To assess whether there was a difference in BA composition between NEC and control subjects, we conducted two separate analyses, one using each of the fifteen BAs analyzed and another where the BAs were combined into groups: UDCA group (UDCA + GUDCA + TUDCA), CA group (CA + GCA + TCA), CDCA group (CDCA + GCDCA + TCDCA), DCA group (DCA + GDCA + TDCA), and LCA group (LCA + GLCA + TLCA). Prior to analysis, composition data was additive log-ratio (ALR) transformed[94]. The ALR-transformation takes the natural-log of the proportion for each of the D−1 components divided by the proportion of the Dth component. For the ALR-transformation, the Dth (denominator) component was CA (for the analysis of the 15 BAs) and the CA group (for the analysis of the five BA groups). Due to the complex, hierarchically paired structure of the data, a standard MANOVA was not appropriate. Instead, a permutation test was performed. In order to preserve the nested and paired structure of the data, for each permutation we only randomly permuted which subject within a pair was given the label “NEC” vs. “control”. Subject and sample pairs were maintained. As there were only nine pairs, there were only 29 = 512 permutations. The test statistic used in the permutation test was the Pillai’s Trace for diagnosis (NEC vs. control) from a MANOVA with fixed effects for Sample Pair[95].

To visualize a representative composition of BAs and BA groups for NEC vs. control subjects, the compositional mean was calculated for each diagnosis group by determining the geometric means of the proportion of each BA over all 45 samples for a diagnosis group and standardizing to 1 by dividing by the sum of those geometric means[96].

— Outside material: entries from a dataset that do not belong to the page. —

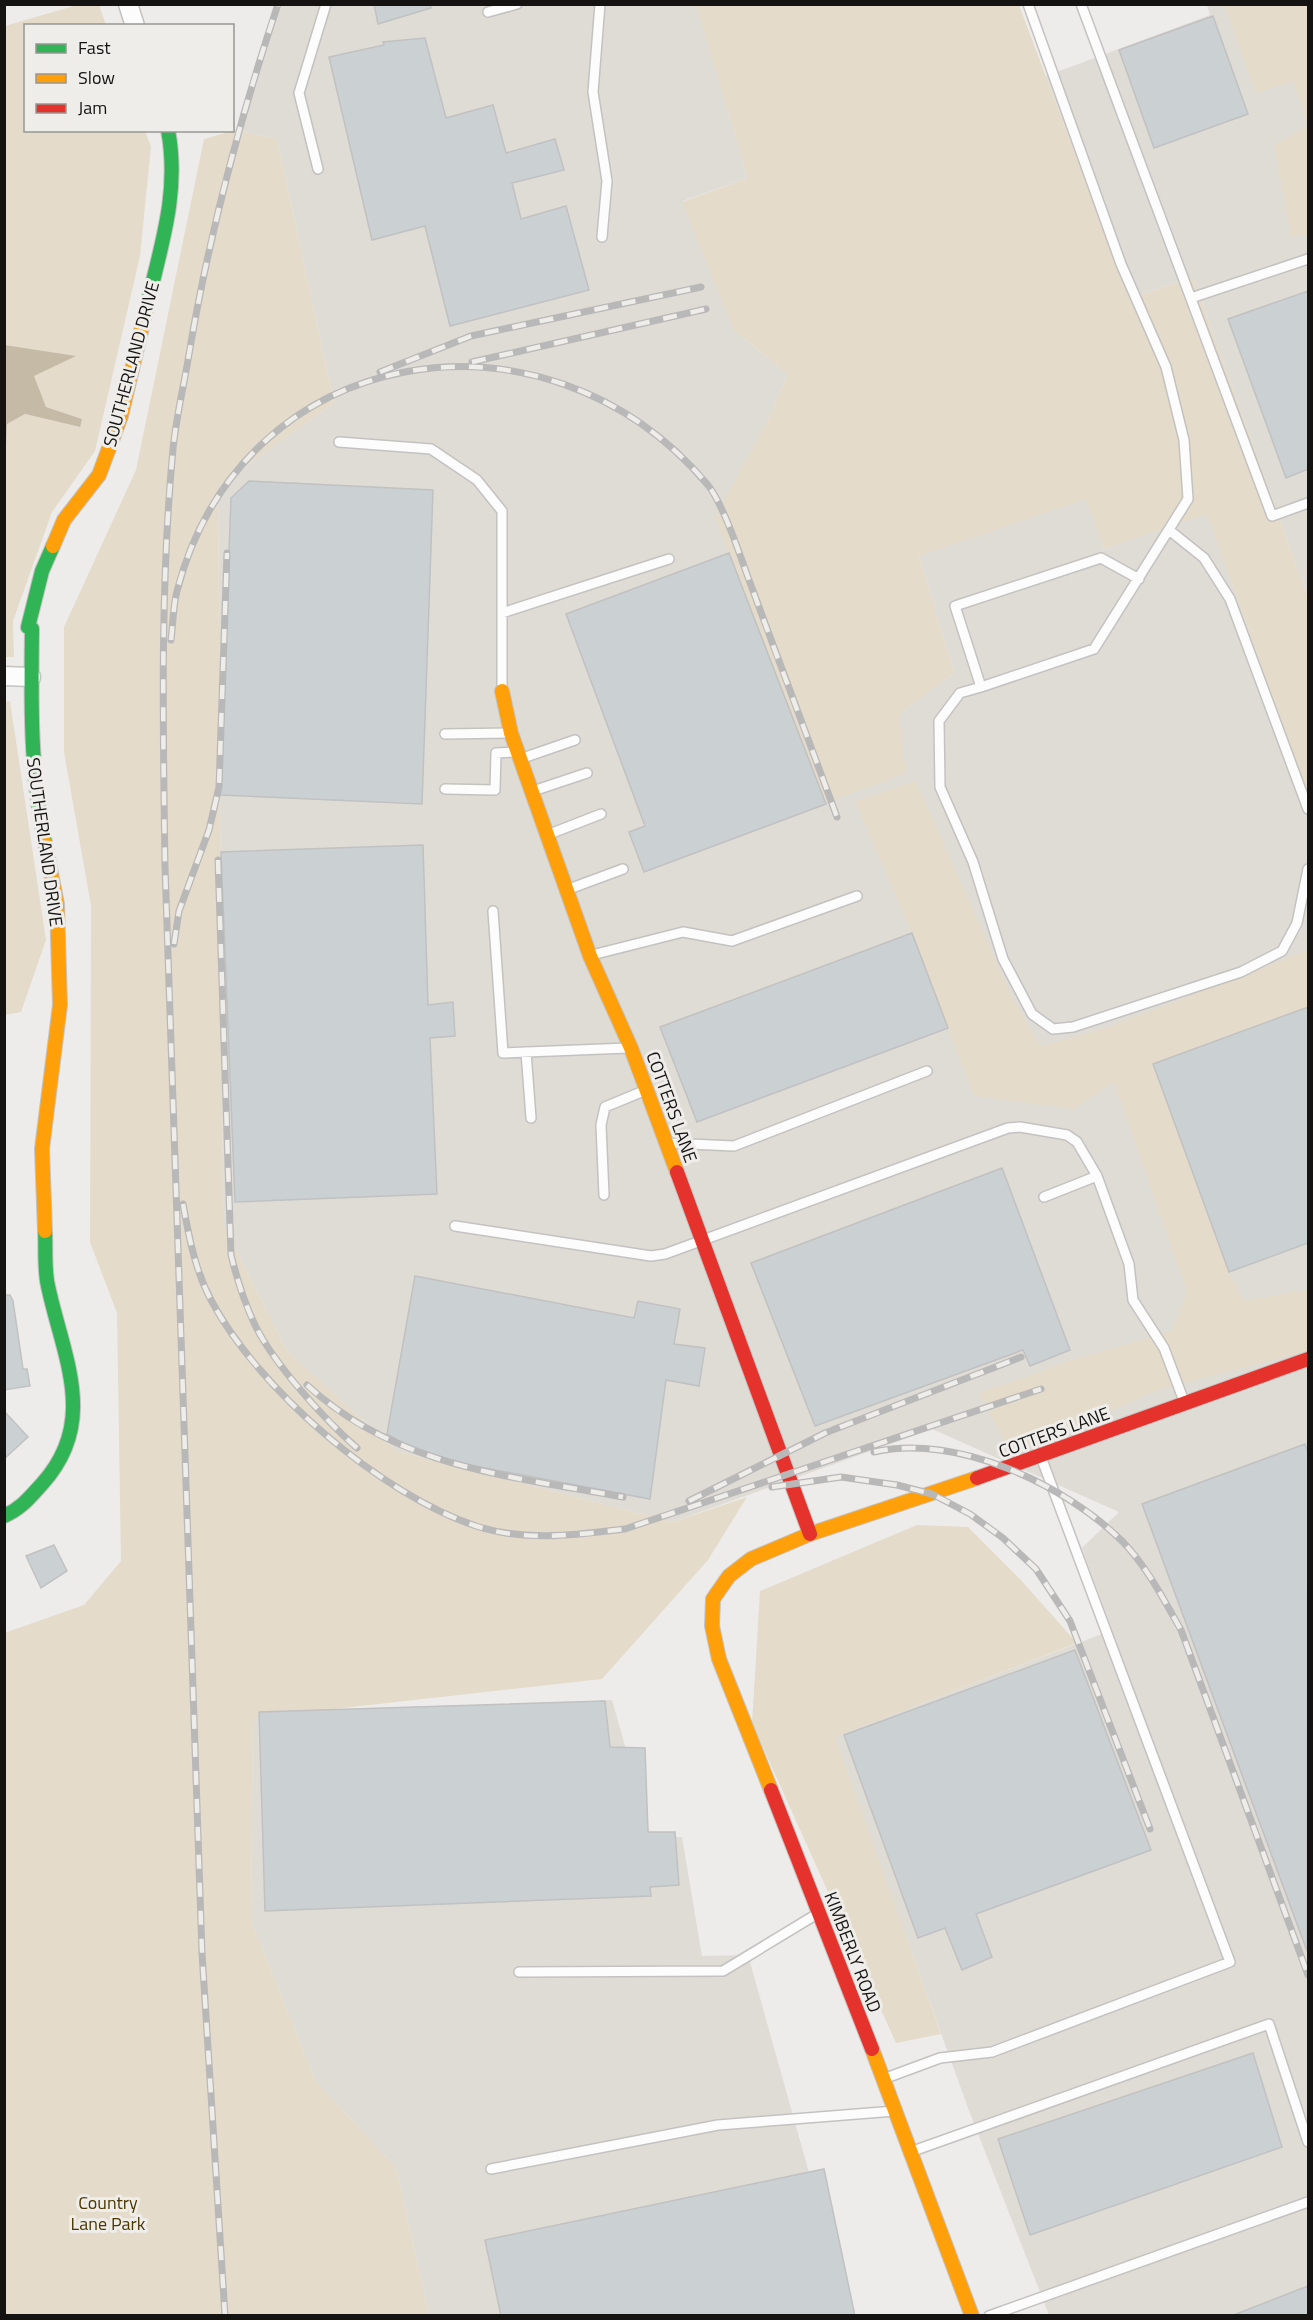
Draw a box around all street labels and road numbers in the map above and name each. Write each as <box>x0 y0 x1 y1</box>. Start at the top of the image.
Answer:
street label: SOUTHERLAND DRIVE <box>96 278 166 450</box>
street label: SOUTHERLAND DRIVE <box>20 756 70 928</box>
street label: COTTERS LANE <box>639 1048 705 1166</box>
street label: COTTERS LANE <box>995 1399 1113 1465</box>
street label: KIMBERLY ROAD <box>818 1888 888 2016</box>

In addition to examining overall composition, we also examined whether there was a difference between control and NEC subjects in the mean quantity and in the mean coefficient of variation (CV) of the quantity of total BA as well as in each of the 15 BAs and each of the five BA groups. For these analyses we, again, used the same nine pairs of subjects and the same five pairs of samples within each pair of subjects. For each BA, the difference in the quantity of that BA between sample pairs was calculated. We then took the average of these five differences within each Subject Pair. A 1-sample t-test was used to test whether the mean difference in quantity was equal to zero or not. The CV of each BA over the five samples was calculated for each subject and a paired t-test was conducted on the nine pairs of CVs. Because testing for differences in mean quantity and differences in mean CV each involved a total of 21 tests, we adjusted p-values for 21 multiple comparisons using the false discovery rate (FDR) method of Benjamini and Hochberg[97].